WHAT THE EXERCISE ASKS → For the data that follows, give the number of lines in which "normal" appears. Add nothing to it.

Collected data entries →
------
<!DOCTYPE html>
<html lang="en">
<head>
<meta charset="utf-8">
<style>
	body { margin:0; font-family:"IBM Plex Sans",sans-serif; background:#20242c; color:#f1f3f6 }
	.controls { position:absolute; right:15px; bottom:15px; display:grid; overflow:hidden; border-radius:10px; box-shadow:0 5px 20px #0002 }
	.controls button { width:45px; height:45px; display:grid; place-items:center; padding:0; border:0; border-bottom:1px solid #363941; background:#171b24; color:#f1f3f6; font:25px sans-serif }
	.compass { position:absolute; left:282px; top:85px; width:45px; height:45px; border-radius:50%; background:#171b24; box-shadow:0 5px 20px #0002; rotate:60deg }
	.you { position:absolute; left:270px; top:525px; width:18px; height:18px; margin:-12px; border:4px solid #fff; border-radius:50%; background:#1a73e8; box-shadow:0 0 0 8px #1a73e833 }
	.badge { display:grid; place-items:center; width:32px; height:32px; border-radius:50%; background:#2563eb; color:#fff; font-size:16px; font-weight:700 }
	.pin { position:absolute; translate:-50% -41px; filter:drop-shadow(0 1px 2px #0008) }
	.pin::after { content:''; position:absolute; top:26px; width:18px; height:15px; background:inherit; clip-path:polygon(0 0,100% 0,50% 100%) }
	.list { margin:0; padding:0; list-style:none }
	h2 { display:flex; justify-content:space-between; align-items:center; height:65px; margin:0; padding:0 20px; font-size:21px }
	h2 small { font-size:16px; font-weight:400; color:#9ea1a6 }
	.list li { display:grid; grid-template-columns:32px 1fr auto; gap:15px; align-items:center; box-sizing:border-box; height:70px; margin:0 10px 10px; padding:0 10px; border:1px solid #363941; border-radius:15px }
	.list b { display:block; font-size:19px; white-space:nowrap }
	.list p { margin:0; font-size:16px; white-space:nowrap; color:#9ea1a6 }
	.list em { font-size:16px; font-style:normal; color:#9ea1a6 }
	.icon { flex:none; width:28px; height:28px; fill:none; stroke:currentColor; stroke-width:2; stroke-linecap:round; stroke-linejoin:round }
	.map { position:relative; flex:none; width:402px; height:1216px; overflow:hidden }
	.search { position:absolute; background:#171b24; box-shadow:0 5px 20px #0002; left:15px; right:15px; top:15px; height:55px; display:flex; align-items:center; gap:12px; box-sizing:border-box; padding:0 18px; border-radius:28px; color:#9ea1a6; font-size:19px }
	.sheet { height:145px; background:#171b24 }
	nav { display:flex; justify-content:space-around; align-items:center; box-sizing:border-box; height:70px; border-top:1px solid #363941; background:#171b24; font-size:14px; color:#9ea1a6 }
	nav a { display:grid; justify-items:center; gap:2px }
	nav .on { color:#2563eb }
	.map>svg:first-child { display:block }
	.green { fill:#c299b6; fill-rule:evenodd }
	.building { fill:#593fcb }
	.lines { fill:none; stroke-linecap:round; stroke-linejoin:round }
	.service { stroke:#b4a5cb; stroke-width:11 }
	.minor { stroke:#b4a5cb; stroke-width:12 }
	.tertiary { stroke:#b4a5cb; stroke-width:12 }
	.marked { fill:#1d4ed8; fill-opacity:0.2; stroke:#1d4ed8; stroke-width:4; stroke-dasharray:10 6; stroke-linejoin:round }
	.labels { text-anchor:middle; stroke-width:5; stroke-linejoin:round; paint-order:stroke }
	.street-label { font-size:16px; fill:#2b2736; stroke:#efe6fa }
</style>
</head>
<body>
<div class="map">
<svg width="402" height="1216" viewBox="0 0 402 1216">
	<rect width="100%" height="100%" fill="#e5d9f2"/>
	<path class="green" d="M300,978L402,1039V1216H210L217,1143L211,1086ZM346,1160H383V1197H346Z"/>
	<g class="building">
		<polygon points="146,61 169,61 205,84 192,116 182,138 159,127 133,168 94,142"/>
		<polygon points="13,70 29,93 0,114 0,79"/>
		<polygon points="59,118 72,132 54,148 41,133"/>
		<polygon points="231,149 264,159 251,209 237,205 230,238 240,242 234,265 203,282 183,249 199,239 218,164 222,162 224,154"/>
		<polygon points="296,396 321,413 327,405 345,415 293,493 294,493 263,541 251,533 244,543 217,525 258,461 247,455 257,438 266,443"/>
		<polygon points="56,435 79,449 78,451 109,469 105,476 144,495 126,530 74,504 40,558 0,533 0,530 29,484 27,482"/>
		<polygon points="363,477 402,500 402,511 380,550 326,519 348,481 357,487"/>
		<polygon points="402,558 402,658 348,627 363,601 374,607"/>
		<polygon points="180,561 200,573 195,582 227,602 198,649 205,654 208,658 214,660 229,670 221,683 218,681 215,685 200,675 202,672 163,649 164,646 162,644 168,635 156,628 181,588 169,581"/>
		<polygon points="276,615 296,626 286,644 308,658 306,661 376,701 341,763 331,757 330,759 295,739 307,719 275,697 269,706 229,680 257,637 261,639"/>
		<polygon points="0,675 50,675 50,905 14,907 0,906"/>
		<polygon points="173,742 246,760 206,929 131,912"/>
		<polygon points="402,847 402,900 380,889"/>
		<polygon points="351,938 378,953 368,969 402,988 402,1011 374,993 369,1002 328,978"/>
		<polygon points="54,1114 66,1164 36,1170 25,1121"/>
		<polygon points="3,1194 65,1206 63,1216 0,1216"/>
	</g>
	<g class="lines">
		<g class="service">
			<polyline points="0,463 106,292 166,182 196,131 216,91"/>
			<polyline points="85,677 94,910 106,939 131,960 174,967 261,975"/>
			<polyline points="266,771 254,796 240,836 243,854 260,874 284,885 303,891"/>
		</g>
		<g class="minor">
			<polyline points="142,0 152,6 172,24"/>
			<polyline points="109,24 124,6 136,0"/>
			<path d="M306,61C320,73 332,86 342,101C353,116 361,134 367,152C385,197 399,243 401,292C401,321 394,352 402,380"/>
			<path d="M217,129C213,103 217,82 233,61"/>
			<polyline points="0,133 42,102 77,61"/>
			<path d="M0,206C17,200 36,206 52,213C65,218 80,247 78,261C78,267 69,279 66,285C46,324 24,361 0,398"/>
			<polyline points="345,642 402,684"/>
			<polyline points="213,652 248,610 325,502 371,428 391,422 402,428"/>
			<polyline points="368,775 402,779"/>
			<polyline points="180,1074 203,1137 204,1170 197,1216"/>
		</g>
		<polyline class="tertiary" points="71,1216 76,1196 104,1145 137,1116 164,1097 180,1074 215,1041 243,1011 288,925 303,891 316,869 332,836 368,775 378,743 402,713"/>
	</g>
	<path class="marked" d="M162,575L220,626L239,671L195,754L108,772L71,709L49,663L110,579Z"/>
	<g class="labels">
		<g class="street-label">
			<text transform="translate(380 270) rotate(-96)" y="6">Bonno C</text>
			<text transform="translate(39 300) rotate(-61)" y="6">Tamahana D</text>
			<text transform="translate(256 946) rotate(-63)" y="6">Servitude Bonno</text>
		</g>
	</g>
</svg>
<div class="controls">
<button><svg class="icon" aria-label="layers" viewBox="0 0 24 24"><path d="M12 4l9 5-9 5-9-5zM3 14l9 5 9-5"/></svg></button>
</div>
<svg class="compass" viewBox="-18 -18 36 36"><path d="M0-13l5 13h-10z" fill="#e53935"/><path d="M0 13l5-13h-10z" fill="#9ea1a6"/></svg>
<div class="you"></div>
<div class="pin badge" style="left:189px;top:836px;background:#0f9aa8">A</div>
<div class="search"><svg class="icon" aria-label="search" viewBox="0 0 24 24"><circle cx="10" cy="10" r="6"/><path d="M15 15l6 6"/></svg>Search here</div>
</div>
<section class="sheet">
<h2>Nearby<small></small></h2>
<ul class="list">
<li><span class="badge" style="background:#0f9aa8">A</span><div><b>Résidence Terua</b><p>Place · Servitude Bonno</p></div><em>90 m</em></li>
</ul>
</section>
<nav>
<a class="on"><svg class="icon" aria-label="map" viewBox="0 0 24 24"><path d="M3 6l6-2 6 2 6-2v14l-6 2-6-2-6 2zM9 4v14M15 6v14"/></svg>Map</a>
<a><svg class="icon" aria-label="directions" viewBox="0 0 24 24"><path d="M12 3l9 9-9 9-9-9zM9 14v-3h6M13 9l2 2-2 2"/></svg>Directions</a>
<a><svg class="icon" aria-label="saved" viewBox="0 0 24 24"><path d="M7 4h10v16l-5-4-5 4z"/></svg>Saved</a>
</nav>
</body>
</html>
------
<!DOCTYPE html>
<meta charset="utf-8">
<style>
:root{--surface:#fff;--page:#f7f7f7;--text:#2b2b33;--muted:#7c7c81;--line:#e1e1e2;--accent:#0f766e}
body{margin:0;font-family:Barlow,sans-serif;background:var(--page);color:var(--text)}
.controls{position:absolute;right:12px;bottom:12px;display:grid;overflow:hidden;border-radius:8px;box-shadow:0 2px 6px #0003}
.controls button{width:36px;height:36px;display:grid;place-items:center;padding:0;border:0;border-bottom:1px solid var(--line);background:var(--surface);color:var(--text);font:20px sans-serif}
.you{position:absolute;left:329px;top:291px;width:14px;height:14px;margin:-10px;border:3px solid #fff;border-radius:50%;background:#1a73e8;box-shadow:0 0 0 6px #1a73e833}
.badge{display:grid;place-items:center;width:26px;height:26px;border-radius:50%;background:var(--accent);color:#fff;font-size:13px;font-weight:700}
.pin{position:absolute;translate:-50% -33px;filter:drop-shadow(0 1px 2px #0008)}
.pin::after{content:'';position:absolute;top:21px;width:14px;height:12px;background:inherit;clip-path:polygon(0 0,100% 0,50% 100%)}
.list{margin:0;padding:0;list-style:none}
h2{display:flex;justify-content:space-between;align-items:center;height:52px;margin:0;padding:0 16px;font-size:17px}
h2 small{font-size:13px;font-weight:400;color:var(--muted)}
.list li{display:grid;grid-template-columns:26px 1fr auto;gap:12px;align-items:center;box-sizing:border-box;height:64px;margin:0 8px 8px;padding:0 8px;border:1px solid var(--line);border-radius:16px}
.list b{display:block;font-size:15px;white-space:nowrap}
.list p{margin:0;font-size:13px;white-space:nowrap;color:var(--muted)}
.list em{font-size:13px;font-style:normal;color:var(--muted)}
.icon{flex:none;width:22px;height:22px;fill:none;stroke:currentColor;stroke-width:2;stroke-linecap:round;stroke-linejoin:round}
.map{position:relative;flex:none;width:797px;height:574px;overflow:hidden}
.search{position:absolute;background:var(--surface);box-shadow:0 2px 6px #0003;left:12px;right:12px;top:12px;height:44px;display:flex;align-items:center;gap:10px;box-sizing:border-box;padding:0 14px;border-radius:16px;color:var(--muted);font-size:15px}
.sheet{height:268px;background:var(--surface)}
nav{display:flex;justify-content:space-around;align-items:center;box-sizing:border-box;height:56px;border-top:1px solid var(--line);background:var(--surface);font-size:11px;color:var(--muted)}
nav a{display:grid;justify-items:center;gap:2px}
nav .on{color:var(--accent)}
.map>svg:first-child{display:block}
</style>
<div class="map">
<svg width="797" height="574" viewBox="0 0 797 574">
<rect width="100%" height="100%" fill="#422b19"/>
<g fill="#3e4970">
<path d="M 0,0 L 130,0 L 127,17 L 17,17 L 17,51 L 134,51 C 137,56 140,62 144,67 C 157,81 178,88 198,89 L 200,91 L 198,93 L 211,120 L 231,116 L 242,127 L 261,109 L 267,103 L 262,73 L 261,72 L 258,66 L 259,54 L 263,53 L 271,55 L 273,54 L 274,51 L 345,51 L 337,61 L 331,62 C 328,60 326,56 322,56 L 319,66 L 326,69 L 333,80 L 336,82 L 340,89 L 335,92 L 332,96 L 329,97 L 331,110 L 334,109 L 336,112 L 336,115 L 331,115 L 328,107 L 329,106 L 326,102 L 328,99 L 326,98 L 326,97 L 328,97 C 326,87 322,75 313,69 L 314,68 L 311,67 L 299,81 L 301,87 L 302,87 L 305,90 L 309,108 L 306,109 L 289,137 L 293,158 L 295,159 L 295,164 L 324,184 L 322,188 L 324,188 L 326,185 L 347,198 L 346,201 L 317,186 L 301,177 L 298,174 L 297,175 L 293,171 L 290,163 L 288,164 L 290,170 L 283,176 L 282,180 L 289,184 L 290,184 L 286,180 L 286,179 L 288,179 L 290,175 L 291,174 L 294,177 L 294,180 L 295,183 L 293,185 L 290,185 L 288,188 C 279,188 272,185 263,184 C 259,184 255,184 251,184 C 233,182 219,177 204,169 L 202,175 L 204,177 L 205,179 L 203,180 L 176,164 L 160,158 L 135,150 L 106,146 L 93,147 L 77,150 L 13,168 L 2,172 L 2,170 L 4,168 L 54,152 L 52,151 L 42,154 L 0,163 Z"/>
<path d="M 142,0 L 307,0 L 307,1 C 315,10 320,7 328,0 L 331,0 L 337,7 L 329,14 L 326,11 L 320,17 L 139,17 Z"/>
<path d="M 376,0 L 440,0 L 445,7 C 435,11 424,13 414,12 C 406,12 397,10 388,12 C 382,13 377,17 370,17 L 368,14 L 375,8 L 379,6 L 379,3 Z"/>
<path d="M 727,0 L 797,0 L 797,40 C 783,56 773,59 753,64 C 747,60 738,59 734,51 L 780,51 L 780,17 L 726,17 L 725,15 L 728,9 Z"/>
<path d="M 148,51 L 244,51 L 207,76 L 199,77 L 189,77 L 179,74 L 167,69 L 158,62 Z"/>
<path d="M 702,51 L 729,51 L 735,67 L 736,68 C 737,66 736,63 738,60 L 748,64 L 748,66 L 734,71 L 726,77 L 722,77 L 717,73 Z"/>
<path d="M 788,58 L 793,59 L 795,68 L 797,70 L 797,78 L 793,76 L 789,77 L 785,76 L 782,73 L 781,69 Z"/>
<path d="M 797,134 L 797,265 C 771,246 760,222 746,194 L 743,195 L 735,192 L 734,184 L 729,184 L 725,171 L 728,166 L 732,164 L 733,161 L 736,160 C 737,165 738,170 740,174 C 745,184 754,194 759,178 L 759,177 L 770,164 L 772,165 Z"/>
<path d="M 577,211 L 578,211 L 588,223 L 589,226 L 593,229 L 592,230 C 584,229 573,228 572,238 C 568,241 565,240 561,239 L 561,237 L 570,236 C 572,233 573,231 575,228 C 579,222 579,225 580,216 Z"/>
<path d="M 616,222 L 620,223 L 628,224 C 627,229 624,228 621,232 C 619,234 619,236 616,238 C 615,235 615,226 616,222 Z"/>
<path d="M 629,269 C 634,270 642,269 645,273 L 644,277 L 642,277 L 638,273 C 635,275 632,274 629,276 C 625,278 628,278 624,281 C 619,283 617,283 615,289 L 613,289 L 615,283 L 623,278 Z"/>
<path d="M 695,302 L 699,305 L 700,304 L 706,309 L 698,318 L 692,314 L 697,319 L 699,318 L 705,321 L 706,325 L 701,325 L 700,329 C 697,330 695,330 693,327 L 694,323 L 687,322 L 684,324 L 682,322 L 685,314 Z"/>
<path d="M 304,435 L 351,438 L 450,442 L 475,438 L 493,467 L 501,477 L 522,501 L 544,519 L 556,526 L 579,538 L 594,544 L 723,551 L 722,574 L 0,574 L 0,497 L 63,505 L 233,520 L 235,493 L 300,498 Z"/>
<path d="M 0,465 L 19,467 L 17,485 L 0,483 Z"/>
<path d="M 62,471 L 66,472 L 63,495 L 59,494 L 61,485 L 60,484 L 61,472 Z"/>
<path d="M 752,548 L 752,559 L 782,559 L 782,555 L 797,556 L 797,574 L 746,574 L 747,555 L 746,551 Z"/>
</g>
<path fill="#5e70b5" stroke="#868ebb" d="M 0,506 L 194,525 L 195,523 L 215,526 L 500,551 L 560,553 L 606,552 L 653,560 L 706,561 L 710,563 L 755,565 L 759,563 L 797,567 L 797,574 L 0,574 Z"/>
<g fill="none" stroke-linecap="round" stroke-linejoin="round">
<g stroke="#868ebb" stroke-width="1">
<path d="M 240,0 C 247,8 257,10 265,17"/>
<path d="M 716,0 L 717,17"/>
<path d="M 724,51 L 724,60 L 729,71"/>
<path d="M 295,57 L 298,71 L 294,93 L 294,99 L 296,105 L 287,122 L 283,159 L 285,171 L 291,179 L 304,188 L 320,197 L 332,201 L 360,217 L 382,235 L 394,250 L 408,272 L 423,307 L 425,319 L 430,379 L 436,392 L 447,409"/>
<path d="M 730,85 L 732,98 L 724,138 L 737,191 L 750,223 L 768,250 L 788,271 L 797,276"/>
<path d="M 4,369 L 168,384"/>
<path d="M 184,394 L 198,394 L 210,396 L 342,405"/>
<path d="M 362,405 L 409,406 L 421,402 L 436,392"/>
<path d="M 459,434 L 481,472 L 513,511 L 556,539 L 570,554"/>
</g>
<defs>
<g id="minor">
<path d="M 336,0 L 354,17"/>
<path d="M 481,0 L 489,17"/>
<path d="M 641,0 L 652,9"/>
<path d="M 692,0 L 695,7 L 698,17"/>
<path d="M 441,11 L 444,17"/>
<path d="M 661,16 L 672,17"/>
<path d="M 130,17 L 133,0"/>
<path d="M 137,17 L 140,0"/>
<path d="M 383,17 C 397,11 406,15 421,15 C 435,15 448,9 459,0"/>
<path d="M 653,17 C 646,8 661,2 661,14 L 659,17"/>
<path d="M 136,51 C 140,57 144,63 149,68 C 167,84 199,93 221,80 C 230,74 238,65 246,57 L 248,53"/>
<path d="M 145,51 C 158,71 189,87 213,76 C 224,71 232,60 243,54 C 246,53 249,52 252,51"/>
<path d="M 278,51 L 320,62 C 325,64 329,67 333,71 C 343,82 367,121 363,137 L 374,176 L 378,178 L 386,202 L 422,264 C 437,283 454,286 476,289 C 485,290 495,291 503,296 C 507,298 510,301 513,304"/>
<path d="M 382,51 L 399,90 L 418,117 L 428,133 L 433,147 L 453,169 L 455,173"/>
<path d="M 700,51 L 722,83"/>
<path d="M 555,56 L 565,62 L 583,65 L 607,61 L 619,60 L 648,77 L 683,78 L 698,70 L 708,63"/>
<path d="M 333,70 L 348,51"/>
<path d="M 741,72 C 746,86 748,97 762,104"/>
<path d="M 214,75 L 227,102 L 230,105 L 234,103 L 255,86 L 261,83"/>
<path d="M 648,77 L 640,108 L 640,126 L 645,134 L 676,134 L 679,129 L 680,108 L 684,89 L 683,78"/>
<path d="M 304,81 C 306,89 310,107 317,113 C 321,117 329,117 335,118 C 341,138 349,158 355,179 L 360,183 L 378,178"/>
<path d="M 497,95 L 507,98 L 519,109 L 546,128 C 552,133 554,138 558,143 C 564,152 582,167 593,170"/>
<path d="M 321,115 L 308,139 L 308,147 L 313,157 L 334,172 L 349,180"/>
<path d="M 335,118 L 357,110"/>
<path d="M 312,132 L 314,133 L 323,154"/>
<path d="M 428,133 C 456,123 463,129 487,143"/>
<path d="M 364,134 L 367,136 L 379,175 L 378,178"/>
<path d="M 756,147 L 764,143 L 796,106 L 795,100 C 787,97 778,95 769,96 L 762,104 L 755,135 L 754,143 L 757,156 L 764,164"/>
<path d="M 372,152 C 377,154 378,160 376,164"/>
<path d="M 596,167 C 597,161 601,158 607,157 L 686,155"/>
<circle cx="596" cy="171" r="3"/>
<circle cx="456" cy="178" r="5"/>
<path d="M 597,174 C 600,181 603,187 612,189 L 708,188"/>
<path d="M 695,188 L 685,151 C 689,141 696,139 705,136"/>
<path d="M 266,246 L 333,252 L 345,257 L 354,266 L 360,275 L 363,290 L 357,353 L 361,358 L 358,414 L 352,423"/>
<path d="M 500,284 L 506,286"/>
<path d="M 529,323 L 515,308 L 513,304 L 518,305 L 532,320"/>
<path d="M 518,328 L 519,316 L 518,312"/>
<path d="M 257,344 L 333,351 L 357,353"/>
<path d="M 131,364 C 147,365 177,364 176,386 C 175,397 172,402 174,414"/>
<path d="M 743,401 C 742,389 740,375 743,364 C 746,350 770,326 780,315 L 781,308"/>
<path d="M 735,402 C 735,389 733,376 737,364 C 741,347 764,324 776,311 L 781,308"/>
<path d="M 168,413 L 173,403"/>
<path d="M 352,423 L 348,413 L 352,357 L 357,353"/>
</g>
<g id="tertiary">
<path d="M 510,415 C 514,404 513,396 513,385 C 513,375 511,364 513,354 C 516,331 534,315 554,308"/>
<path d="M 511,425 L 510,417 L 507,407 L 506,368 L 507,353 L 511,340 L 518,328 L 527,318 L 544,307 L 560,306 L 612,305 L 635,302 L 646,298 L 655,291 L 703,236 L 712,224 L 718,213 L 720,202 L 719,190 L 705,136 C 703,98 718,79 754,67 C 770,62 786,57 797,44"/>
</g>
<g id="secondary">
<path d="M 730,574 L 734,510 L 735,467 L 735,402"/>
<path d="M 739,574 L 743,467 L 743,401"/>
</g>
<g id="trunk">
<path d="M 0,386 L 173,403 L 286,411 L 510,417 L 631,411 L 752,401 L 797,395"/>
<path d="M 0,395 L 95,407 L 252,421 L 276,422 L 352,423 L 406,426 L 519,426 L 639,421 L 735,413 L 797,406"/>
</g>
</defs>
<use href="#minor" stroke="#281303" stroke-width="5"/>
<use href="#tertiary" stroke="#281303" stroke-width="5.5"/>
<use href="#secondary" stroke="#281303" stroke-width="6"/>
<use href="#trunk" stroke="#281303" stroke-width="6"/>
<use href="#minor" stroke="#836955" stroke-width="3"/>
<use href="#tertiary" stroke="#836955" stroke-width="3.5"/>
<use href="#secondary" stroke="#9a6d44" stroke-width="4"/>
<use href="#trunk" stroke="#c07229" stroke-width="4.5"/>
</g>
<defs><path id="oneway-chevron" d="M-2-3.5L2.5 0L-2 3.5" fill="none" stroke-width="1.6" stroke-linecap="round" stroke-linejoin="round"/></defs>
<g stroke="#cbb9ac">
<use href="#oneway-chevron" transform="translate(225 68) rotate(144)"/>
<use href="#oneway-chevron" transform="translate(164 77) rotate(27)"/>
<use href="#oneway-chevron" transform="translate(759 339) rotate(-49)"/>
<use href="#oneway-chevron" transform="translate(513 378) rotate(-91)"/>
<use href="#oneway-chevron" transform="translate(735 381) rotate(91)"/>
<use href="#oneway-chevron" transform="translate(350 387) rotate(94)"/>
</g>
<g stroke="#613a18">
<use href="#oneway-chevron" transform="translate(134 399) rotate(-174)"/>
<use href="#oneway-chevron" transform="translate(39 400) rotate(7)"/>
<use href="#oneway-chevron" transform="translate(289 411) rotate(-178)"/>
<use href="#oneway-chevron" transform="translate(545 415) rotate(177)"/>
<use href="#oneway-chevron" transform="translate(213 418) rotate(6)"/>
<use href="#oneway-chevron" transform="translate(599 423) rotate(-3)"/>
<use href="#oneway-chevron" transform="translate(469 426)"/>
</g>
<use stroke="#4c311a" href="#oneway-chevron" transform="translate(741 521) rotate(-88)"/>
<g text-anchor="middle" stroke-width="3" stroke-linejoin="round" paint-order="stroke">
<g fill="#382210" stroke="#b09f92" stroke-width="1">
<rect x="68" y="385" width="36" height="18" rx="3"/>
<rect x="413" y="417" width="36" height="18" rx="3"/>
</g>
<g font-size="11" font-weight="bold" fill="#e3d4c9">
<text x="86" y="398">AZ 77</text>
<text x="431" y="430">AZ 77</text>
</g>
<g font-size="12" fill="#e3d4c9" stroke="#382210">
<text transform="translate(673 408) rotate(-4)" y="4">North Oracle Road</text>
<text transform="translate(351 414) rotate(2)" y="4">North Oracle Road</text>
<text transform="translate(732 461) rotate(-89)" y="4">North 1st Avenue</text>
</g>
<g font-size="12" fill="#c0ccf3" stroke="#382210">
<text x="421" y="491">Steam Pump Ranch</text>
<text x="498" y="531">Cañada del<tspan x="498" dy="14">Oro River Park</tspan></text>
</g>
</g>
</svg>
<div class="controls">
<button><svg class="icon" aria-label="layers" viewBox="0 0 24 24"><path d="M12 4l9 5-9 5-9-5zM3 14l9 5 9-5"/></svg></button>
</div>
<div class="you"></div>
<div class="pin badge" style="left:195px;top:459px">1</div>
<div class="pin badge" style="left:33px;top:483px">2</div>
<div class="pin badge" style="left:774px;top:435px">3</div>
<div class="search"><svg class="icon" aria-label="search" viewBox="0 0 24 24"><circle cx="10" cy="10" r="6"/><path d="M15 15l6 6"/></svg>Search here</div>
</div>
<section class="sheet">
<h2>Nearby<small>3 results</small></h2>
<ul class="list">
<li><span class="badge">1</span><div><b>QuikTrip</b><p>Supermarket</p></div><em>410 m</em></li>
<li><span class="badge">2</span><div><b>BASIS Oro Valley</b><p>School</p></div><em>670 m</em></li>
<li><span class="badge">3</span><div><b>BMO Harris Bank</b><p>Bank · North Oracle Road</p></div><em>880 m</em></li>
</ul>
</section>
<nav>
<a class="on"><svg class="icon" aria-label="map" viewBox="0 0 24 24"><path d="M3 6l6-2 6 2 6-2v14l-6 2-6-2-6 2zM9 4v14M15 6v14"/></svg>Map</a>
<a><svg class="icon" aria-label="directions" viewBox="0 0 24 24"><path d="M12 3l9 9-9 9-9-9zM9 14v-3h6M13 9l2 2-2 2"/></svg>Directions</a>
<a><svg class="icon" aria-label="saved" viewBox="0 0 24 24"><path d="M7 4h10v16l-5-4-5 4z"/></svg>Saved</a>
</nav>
------
ANSWER TO THE EXERCISE → 2